Apple devices provide a good exemplar because of their significant investments in security, but it’s not the only company making devices about which you can say physical control is no longer an absolute proxy for logical control.
Take for instance an Apple silicon Mac (or for that matter an iPhone). Generally speaking you could steal it from someone but without the credentials it’s more or less a brick.
Apple silicon Macs in particular have firmware that requires certain base actions to be authorized with the password of the “Owner” account, which is (typically) the first user account created on the machine. Without that, it will just stare back at you.

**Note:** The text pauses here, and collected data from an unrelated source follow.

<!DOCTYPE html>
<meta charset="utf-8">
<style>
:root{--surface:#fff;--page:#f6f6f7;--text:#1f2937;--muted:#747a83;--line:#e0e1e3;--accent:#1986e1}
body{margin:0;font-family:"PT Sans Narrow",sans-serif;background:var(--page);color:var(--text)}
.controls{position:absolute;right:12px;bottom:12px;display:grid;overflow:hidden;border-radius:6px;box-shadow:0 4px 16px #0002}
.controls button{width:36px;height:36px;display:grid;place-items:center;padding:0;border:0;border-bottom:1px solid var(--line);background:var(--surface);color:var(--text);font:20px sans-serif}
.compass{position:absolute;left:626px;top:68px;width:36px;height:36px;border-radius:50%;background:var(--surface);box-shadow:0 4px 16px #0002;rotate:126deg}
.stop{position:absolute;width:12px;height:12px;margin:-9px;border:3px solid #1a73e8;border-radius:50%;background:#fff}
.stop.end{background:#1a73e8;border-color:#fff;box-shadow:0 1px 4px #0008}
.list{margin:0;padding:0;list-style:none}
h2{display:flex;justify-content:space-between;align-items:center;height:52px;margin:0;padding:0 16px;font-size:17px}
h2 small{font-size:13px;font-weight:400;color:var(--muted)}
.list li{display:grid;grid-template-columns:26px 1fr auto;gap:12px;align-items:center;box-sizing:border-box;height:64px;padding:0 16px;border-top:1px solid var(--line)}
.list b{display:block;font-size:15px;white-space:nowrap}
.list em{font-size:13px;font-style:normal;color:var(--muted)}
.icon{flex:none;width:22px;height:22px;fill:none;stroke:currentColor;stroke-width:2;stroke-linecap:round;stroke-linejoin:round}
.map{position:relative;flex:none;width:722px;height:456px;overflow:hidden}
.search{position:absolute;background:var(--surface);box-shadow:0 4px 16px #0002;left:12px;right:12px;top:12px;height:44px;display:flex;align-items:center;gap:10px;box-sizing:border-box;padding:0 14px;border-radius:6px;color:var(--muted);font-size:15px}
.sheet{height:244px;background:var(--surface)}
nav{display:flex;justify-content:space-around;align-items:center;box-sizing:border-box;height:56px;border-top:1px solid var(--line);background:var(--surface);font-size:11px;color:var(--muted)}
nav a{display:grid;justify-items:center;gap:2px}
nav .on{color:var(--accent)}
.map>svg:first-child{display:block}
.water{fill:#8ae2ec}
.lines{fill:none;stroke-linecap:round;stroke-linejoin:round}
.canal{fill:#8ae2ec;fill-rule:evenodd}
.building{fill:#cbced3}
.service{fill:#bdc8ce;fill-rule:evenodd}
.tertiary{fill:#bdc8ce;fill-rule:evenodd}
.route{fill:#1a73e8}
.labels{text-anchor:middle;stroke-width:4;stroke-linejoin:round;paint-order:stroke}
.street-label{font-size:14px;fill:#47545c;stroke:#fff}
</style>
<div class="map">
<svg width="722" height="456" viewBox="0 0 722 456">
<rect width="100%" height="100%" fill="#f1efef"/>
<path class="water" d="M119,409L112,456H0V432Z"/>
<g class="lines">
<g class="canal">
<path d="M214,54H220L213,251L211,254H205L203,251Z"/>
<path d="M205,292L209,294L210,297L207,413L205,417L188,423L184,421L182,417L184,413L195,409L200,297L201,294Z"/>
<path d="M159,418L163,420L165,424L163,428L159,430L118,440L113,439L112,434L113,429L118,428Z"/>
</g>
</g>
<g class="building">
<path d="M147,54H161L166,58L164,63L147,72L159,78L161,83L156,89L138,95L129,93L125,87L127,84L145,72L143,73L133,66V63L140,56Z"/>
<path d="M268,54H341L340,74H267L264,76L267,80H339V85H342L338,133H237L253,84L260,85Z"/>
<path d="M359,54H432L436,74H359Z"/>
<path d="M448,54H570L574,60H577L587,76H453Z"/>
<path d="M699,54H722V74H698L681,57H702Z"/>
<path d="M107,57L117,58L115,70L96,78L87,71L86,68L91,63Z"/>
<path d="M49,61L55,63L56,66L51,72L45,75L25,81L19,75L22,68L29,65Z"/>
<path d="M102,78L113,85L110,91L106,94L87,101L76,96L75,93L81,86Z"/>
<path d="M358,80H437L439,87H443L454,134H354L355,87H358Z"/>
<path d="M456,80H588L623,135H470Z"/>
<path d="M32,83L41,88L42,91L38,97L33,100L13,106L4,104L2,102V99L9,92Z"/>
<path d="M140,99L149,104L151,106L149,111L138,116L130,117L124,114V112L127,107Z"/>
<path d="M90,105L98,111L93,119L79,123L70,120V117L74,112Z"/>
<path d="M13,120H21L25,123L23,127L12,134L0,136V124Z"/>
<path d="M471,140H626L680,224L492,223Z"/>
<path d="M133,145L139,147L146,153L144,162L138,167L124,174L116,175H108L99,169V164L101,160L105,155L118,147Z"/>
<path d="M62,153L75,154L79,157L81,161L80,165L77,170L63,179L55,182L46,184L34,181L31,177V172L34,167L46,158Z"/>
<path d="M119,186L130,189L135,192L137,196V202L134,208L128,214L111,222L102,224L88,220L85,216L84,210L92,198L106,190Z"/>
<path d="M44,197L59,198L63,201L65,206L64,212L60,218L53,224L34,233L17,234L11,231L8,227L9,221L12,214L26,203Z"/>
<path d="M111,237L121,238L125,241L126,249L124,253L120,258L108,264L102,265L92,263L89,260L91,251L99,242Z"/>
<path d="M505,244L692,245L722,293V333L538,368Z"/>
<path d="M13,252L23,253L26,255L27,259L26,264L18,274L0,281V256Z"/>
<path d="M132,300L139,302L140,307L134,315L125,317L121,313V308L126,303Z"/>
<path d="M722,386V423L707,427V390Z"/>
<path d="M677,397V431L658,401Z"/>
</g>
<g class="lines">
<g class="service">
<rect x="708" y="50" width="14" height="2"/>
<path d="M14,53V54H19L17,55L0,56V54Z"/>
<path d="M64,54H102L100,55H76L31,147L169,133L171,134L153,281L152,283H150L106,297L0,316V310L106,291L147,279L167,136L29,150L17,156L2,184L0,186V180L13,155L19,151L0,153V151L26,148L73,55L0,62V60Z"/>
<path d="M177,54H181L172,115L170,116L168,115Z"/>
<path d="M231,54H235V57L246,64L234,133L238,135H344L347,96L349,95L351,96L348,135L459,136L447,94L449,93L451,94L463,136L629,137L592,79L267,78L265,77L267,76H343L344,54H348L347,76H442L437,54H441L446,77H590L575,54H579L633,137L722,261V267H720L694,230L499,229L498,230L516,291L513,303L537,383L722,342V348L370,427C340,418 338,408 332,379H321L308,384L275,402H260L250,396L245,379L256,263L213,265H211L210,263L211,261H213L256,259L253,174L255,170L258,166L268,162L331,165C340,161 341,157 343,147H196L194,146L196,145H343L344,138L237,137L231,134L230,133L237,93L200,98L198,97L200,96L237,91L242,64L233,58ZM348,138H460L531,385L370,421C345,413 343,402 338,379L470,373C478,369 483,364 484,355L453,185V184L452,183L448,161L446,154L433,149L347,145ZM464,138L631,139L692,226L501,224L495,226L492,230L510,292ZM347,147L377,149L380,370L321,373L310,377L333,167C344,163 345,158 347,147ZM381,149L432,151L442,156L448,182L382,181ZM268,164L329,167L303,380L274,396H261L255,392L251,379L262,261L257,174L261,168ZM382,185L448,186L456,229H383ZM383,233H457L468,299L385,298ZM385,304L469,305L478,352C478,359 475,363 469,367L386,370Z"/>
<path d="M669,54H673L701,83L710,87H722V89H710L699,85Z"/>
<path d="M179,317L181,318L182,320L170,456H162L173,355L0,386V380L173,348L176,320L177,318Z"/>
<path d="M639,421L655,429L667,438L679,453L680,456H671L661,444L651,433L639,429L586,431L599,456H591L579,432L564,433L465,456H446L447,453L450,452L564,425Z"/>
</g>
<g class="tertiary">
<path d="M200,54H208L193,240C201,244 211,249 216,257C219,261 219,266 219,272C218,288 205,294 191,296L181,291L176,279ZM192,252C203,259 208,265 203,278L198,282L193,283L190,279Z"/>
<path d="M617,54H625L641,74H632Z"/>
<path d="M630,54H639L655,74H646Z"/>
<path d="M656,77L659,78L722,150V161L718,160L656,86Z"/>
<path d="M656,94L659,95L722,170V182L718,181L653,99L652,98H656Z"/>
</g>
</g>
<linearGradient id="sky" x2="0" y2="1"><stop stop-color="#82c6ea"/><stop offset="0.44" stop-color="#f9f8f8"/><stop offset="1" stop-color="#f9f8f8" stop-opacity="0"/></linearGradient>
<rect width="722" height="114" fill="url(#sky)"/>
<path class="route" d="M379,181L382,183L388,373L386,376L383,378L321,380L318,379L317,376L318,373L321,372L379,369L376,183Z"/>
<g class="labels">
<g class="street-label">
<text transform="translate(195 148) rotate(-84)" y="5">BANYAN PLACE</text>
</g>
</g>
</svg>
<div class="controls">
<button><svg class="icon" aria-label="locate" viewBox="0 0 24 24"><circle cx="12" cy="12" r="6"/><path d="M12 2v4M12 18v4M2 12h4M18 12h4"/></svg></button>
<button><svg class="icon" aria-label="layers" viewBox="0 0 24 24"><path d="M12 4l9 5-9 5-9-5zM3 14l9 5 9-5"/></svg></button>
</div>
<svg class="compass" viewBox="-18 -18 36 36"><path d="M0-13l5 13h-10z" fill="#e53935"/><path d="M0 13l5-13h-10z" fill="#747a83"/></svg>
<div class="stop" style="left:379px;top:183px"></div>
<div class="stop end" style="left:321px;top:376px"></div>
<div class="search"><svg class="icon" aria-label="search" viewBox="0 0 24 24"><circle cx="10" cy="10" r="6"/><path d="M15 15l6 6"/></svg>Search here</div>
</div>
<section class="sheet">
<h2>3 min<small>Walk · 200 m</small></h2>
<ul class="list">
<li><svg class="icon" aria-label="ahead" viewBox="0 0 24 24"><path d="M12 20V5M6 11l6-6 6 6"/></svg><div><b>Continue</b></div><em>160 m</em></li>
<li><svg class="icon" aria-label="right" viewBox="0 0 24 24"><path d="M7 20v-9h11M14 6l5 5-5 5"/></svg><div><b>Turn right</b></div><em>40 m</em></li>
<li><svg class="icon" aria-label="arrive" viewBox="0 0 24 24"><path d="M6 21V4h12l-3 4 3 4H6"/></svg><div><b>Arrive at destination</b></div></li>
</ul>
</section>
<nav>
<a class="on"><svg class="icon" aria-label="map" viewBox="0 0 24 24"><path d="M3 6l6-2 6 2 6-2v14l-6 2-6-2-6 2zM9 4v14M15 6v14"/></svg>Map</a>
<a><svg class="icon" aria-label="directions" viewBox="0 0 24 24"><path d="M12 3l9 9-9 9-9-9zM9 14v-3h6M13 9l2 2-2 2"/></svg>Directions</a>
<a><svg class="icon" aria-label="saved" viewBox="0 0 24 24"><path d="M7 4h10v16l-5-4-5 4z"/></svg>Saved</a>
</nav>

Are there vulnerabilities that could enable a bypass? Probably. Are those in the hands of any given evil maid or thief? Exceedingly unlikely.
What stops me from writing a malicious firmware implant which tampers with the local database every time the computer boots, and inserts itself as "known good"?
I don't see how it's possible to monitor the firmware from the OS, if the OS already implicitly trusts the firmware...
Also: Does anyone know of good resources for learning about firmware security from the ground up? Seems like this article already assumes a certain level of background knowledge.
That's interesting; does "normal" PC UEFI pass a device tree to the OS? I thought hardware was enumerated at runtime.
This device tree is describing fixed (per BOM/schematic) hardware. Things below that hardware are still enumerated.
I really wish this had won out over ACPI. It didn't, though, so Arm Server ready is all ACPI-ified, complete with the tooling trash-fire that the ecosystem entails.
PowerPC OS X probably expected a device tree provided by Open Firmware so when they switched to EFI they probably added that boot.efi shim so the kernel didn't have to change much.
It doesn't really matter whether the bootloader or the kernel enumerates hardware.